━━ Extracted material

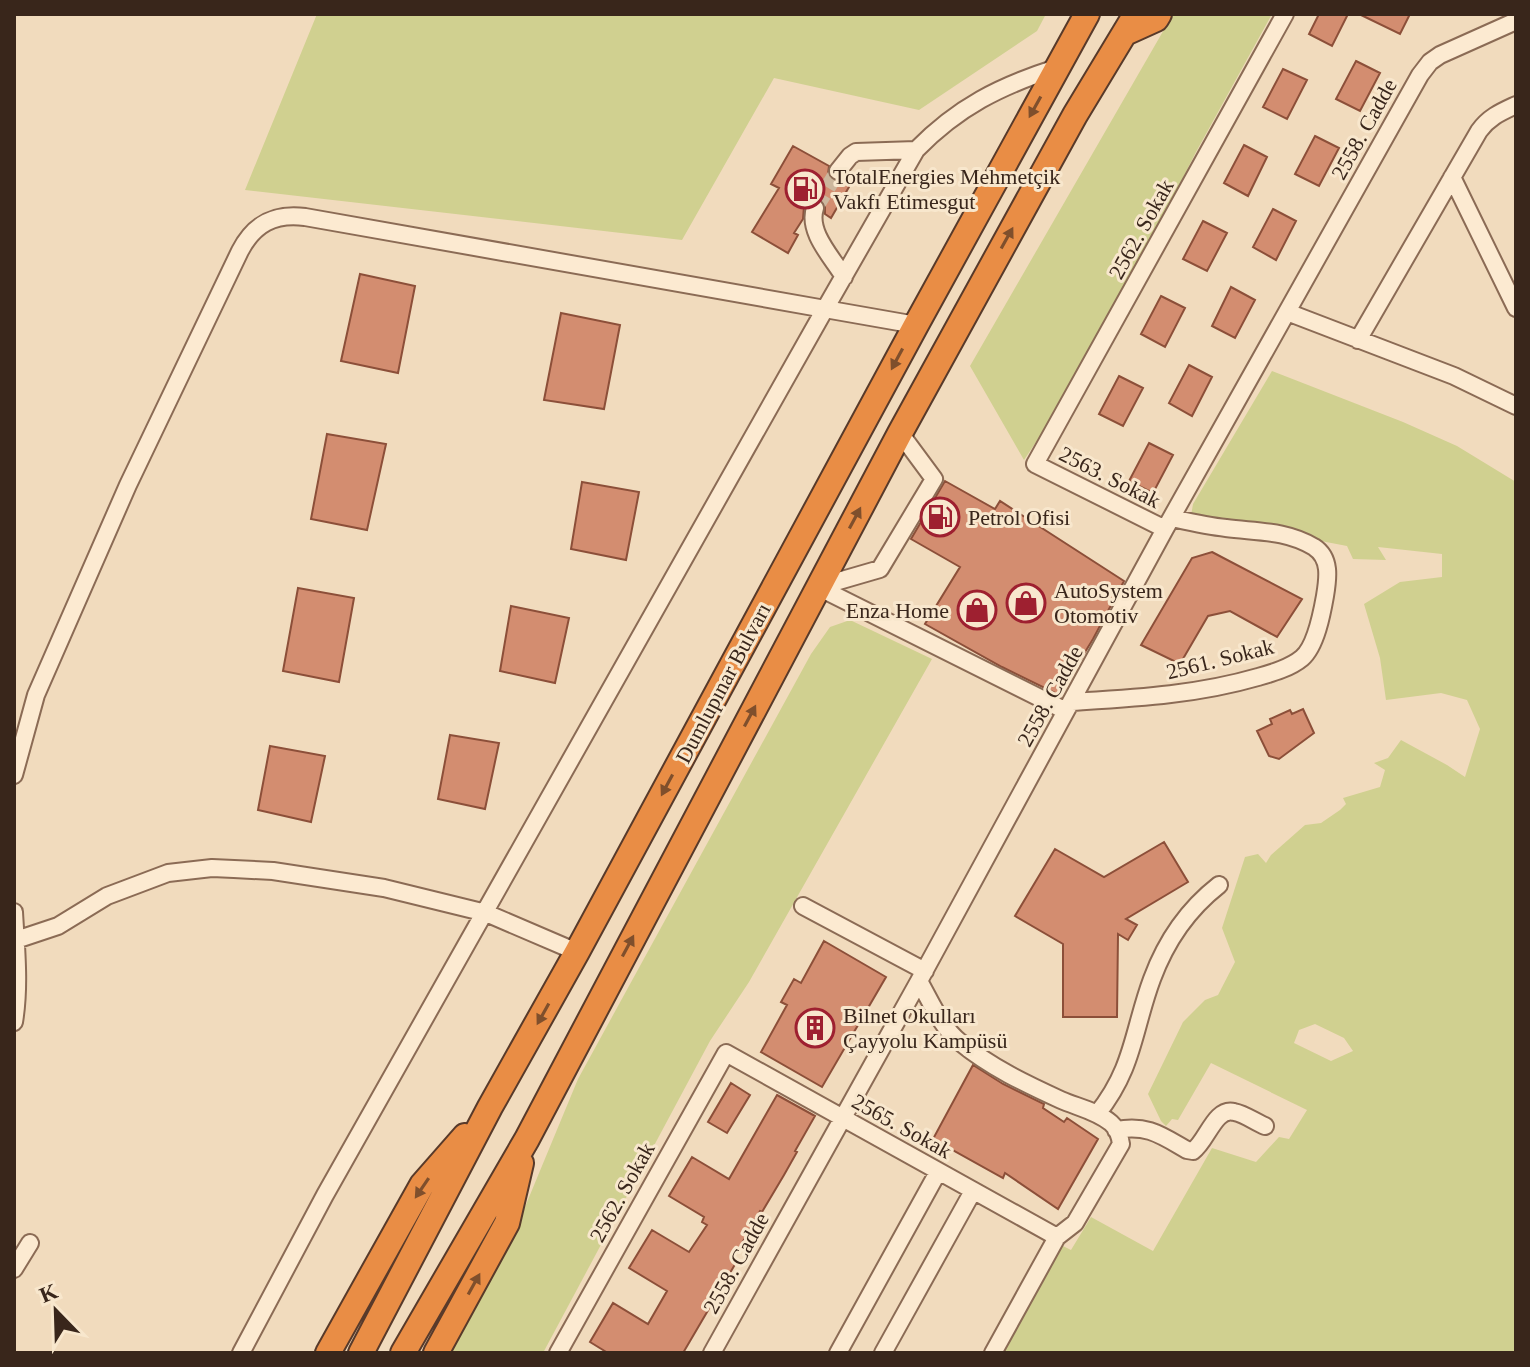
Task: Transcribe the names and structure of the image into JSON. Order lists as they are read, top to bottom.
{
  "streets": {
    "highway": ["Dumlupınar Bulvarı"],
    "street": [
      "2558. Cadde",
      "2562. Sokak",
      "2563. Sokak",
      "2561. Sokak",
      "2565. Sokak"
    ]
  },
  "crossings": [
    ["2558. Cadde", "2563. Sokak"],
    ["2558. Cadde", "2561. Sokak"],
    ["2558. Cadde", "2565. Sokak"],
    ["2562. Sokak", "2563. Sokak"],
    ["2562. Sokak", "2565. Sokak"],
    ["2563. Sokak", "2561. Sokak"]
  ],
  "places": {
    "fuel station": ["TotalEnergies Mehmetçik Vakfı Etimesgut", "Petrol Ofisi"],
    "shop": ["AutoSystem Otomotiv", "Enza Home"],
    "building": ["Bilnet Okulları Çayyolu Kampüsü"]
  },
  "north": "top left"
}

━━━━

Word for word, restate the records above and drop the pictures.

> _Response to this task_:
Task: Transcribe the names and structure of the image into JSON. Order lists as they are read, top to bottom.
{
  "streets": {
    "highway": ["Dumlupınar Bulvarı"],
    "street": [
      "2558. Cadde",
      "2562. Sokak",
      "2563. Sokak",
      "2561. Sokak",
      "2565. Sokak"
    ]
  },
  "crossings": [
    ["2558. Cadde", "2563. Sokak"],
    ["2558. Cadde", "2561. Sokak"],
    ["2558. Cadde", "2565. Sokak"],
    ["2562. Sokak", "2563. Sokak"],
    ["2562. Sokak", "2565. Sokak"],
    ["2563. Sokak", "2561. Sokak"]
  ],
  "places": {
    "fuel station": ["TotalEnergies Mehmetçik Vakfı Etimesgut", "Petrol Ofisi"],
    "shop": ["AutoSystem Otomotiv", "Enza Home"],
    "building": ["Bilnet Okulları Çayyolu Kampüsü"]
  },
  "north": "top left"
}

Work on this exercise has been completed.